* TASK PROMPT
Find the word "sans" in the listing below, then return every line it appears in.

* PROVIDED MATERIAL
_ _ _ _

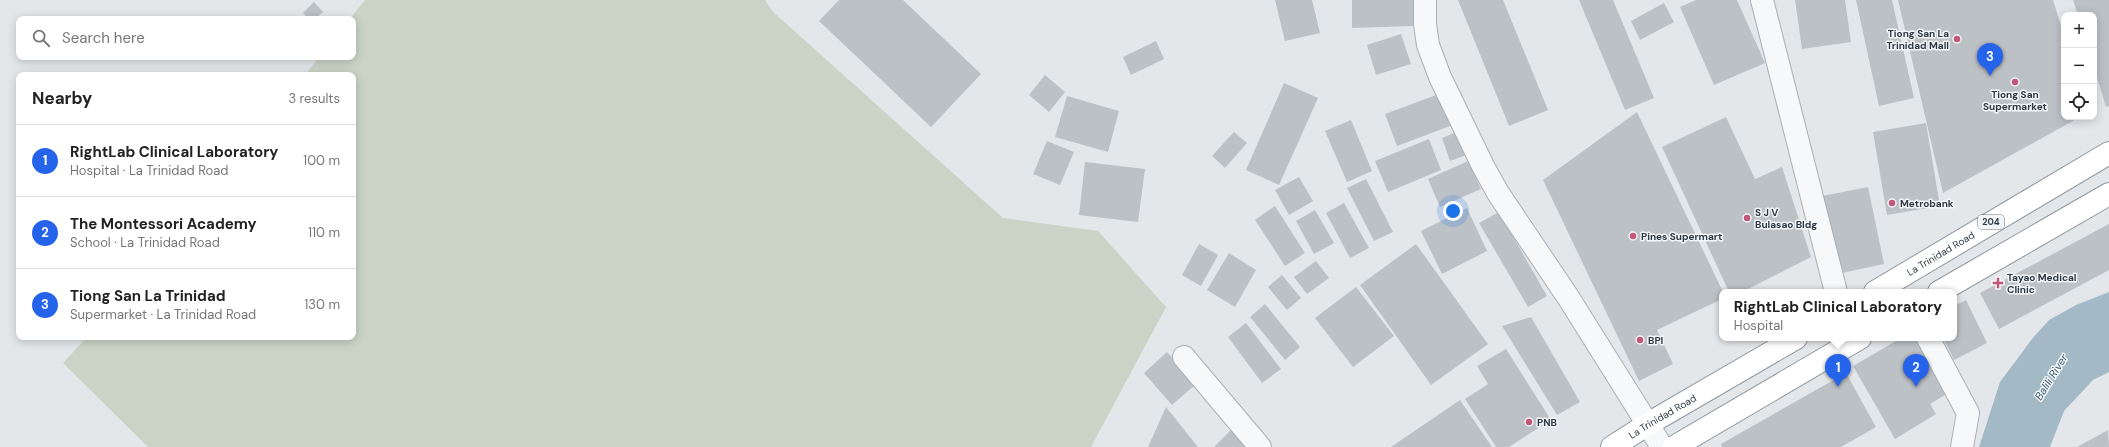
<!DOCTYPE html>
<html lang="en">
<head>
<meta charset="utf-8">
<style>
  :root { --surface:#fff; --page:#f6f6f6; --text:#222; --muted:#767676; --line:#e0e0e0; --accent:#2563eb }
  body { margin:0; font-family:"DM Sans",sans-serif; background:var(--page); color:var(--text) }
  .controls { position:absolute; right:12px; top:12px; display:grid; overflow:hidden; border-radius:8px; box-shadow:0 2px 10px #0003 }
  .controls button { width:36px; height:36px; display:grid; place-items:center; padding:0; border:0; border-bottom:1px solid var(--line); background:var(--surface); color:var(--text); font:20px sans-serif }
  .you { position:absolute; left:1453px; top:211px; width:14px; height:14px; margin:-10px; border:3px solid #fff; border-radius:50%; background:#1a73e8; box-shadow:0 0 0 6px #1a73e833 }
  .badge { display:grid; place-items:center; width:26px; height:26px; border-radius:50%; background:var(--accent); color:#fff; font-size:13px; font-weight:700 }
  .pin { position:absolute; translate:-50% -33px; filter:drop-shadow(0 1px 2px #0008) }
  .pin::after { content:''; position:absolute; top:21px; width:14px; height:12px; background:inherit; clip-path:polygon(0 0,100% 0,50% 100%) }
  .popup { position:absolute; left:1719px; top:289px; width:238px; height:52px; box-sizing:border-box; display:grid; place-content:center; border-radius:8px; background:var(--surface); filter:drop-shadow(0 1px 3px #0005); font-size:13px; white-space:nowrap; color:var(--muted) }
  .popup b { font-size:15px; color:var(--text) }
  .popup::after { content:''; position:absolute; left:50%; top:100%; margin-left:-8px; border:8px solid transparent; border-top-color:var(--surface) }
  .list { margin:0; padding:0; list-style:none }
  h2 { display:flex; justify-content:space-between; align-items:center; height:52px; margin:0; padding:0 16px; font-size:17px }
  h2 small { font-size:13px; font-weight:400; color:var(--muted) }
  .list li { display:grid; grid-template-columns:26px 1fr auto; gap:12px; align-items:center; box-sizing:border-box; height:72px; padding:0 16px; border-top:1px solid var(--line) }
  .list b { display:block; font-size:15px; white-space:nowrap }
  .list p { margin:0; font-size:13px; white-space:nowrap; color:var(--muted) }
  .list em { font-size:13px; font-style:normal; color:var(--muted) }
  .icon { flex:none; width:22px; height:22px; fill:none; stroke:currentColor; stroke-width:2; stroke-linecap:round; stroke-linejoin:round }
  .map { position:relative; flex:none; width:2109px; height:447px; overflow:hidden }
  .search { position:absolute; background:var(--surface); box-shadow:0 2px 10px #0003; left:16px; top:16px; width:340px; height:44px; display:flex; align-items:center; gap:10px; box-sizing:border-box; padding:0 14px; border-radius:8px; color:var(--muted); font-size:15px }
  .panel { position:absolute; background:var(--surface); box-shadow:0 2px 10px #0003; left:16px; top:72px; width:340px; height:268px; border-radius:8px }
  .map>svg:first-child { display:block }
  .green { fill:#cbd3c6 }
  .water { fill:#a3bac6 }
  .building { fill:#bcc1c6 }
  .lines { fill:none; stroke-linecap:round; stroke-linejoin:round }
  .minor-casing { stroke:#a9afb4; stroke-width:24 }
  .highway-casing { stroke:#8d979f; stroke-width:24 }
  .minor { stroke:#f6f8f9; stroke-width:22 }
  .highway { stroke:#fff; stroke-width:22 }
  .poi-dot { fill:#c05879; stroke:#f3f6f8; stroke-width:1.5 }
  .labels { text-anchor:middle; stroke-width:3; stroke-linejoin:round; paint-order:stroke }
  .shield { fill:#f3f6f8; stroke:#687178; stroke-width:1 }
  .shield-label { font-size:9px; font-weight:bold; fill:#2d3841 }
  .poi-label { font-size:10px; font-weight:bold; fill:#2d3841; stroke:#f3f6f8; text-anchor:start }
  .street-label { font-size:10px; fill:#2d3841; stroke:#f3f6f8 }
  .water-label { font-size:11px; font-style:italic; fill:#3c5c70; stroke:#f3f6f8 }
</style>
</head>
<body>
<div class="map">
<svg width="2109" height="447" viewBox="0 0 2109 447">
  <rect width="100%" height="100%" fill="#e4e7ea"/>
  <polygon class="green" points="365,0 765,0 772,11 1003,218 1098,231 1166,307 1091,447 148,447 63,363 87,337 353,337 353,75 305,75 319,57 353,57 353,19 350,19"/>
  <polygon class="water" points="2109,292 2109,372 2093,380 2064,411 2050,447 1979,447 2000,382 2032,339 2049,320 2076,305"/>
  <g class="building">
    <polygon points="839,0 903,0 981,74 931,127 819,21"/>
    <polygon points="1275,0 1312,0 1320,33 1285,41"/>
    <polygon points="1352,0 1413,0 1414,26 1352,28"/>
    <polygon points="1458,0 1503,0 1548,110 1509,126"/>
    <polygon points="1579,0 1613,0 1654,98 1625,110"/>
    <polygon points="1696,0 1737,0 1765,63 1714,85 1680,7"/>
    <polygon points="1795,0 1845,0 1851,42 1802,49"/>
    <polygon points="1856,0 1892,0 1914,98 1879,106"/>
    <polygon points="1898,0 2053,0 2064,35 2064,117 2080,117 1943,193"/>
    <polygon points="2073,0 2109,0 2109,106 2106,107 2094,67 2094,15 2078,15"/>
    <polygon points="314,2 323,12 315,19 309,19 303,13"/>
    <polygon points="1664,3 1674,22 1640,40 1631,21"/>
    <polygon points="1401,34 1411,64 1376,75 1367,45"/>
    <polygon points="1156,41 1164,59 1131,75 1123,57"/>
    <polygon points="1045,75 1065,92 1049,112 1029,95"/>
    <polygon points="1284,83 1318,98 1279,185 1246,170"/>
    <polygon points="1439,94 1450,126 1397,146 1385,114"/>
    <polygon points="1067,96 1119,111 1108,152 1055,137"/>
    <polygon points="1637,112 1723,292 1722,299 1657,330 1673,364 1639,381 1543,180"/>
    <polygon points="1726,117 1755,179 1782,167 1811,257 1742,292 1729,292 1662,147"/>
    <polygon points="1351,120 1372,171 1347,182 1325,131"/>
    <polygon points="1926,123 1940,206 1887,215 1873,132"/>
    <polygon points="1464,129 1472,153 1450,161 1442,138"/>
    <polygon points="1234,132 1247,143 1225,168 1212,156"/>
    <polygon points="1429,139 1441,170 1388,192 1375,161"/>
    <polygon points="1047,141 1074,152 1060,185 1033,174"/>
    <polygon points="1468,161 1481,189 1440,207 1428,179"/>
    <polygon points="1085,162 1145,169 1138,222 1079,215"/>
    <polygon points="1299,177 1313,201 1289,215 1275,190"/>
    <polygon points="1366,179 1393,232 1374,241 1347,188"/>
    <polygon points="1868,187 1884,264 1837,274 1822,196"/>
    <polygon points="1344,203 1369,248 1350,258 1326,213"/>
    <polygon points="1275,206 1305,253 1285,266 1255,220"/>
    <polygon points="1467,208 1487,251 1442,274 1421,231"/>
    <polygon points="1315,210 1334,243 1314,254 1296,221"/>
    <polygon points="1499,212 1547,296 1528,307 1479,223"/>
    <polygon points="2109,224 2109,270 1999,329 1980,293"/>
    <polygon points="1199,244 1218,255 1201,286 1182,275"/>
    <polygon points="1416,244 1488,344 1431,385 1360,285"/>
    <polygon points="1229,253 1256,270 1235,307 1207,290"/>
    <polygon points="1316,261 1329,278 1307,294 1294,277"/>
    <polygon points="1282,275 1301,298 1287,310 1268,287"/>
    <polygon points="1356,287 1394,336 1353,367 1315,318"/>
    <polygon points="1966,300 1987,343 1954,360 1943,338 1954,338 1954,306"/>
    <polygon points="1265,304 1300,347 1285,360 1250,317"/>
    <polygon points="1531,317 1580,402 1557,415 1502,326"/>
    <polygon points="1246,323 1281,369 1262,383 1228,337"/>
    <polygon points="1901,338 1925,338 1955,389 1930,404 1936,414 1895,439 1853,366"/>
    <polygon points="1506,349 1551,420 1509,447 1496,447 1465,399 1488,384 1477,366"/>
    <polygon points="1167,352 1196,384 1172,405 1144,373"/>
    <polygon points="1846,373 1876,427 1841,447 1722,447 1721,444"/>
    <polygon points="1460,400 1492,447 1391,447"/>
    <polygon points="1166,407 1198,447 1148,447"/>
    <polygon points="1231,430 1248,447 1214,447"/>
    <polygon points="2108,430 2109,447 2077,447"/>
  </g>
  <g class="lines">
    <g class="minor-casing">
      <g id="minor">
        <polyline points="1425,0 1425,24 1428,45 1440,77 1483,166 1498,193 1568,297 1662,447"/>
        <polyline points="1762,0 1836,292"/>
        <polyline points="1928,338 1968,413 1962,447"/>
        <polyline points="1184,357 1260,447"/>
      </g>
    </g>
    <g class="highway-casing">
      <g id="highway">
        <path id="s1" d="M1875 292 2109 153"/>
        <polyline points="1939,292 2109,194"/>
        <path id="s2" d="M1612 447 1648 424 1796 338"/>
        <polyline points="1674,447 1860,338"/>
      </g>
    </g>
    <use href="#minor" class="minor"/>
    <use href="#highway" class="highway"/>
  </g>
  <g class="poi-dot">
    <circle cx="1957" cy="39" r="4"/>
    <circle cx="2015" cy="82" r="4"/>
    <circle cx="1892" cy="203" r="4"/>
    <circle cx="1747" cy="218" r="4"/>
    <circle cx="1633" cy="236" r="4"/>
    <path d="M1996 277h4v4h4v4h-4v4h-4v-4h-4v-4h4z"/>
    <circle cx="1640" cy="340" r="4"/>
    <circle cx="1529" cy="422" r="4"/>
  </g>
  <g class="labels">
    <rect class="shield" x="1978" y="215" width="26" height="14" rx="3"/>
    <g class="shield-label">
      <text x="1991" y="225">204</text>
    </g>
    <g class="poi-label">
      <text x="1949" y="37" text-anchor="end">Tiong San La<tspan x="1949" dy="12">Trinidad Mall</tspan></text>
      <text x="2015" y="98" text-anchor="middle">Tiong San<tspan x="2015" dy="12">Supermarket</tspan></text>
      <text x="1900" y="207">Metrobank</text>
      <text x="1755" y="216">S J V<tspan x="1755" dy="12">Bulasao Bldg</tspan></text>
      <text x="1641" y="240">Pines Supermart</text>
      <text x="2007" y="281">Tayao Medical<tspan x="2007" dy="12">Clinic</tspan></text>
      <text x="1648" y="344">BPI</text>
      <text x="1537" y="426">PNB</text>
    </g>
    <g class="street-label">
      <text dy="4" stroke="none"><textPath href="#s1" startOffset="76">La Trinidad Road</textPath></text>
      <text dy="4" stroke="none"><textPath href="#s2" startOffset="59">La Trinidad Road</textPath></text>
    </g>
    <g class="water-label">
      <text transform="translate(2051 377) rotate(-58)" y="4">Balili River</text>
    </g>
  </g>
</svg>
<div class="controls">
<button>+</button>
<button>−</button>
<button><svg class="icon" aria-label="locate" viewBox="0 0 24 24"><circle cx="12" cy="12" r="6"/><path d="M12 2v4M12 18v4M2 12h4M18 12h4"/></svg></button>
</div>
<div class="you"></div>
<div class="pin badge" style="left:1838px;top:387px">1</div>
<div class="popup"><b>RightLab Clinical Laboratory</b>Hospital</div>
<div class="pin badge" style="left:1916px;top:387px">2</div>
<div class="pin badge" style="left:1990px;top:76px">3</div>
<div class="search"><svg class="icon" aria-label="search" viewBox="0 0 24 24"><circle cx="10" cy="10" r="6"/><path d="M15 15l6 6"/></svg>Search here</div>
<section class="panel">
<h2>Nearby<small>3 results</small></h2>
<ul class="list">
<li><span class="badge">1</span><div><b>RightLab Clinical Laboratory</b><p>Hospital · La Trinidad Road</p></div><em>100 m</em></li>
<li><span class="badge">2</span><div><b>The Montessori Academy</b><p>School · La Trinidad Road</p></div><em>110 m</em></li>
<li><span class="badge">3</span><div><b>Tiong San La Trinidad</b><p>Supermarket · La Trinidad Road</p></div><em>130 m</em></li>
</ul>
</section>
</div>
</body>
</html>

_ _ _ _

* TASK RESPONSE
  body { margin:0; font-family:"DM Sans",sans-serif; background:var(--page); color:var(--text) }
  .controls button { width:36px; height:36px; display:grid; place-items:center; padding:0; border:0; border-bottom:1px solid var(--line); background:var(--surface); color:var(--text); font:20px sans-serif }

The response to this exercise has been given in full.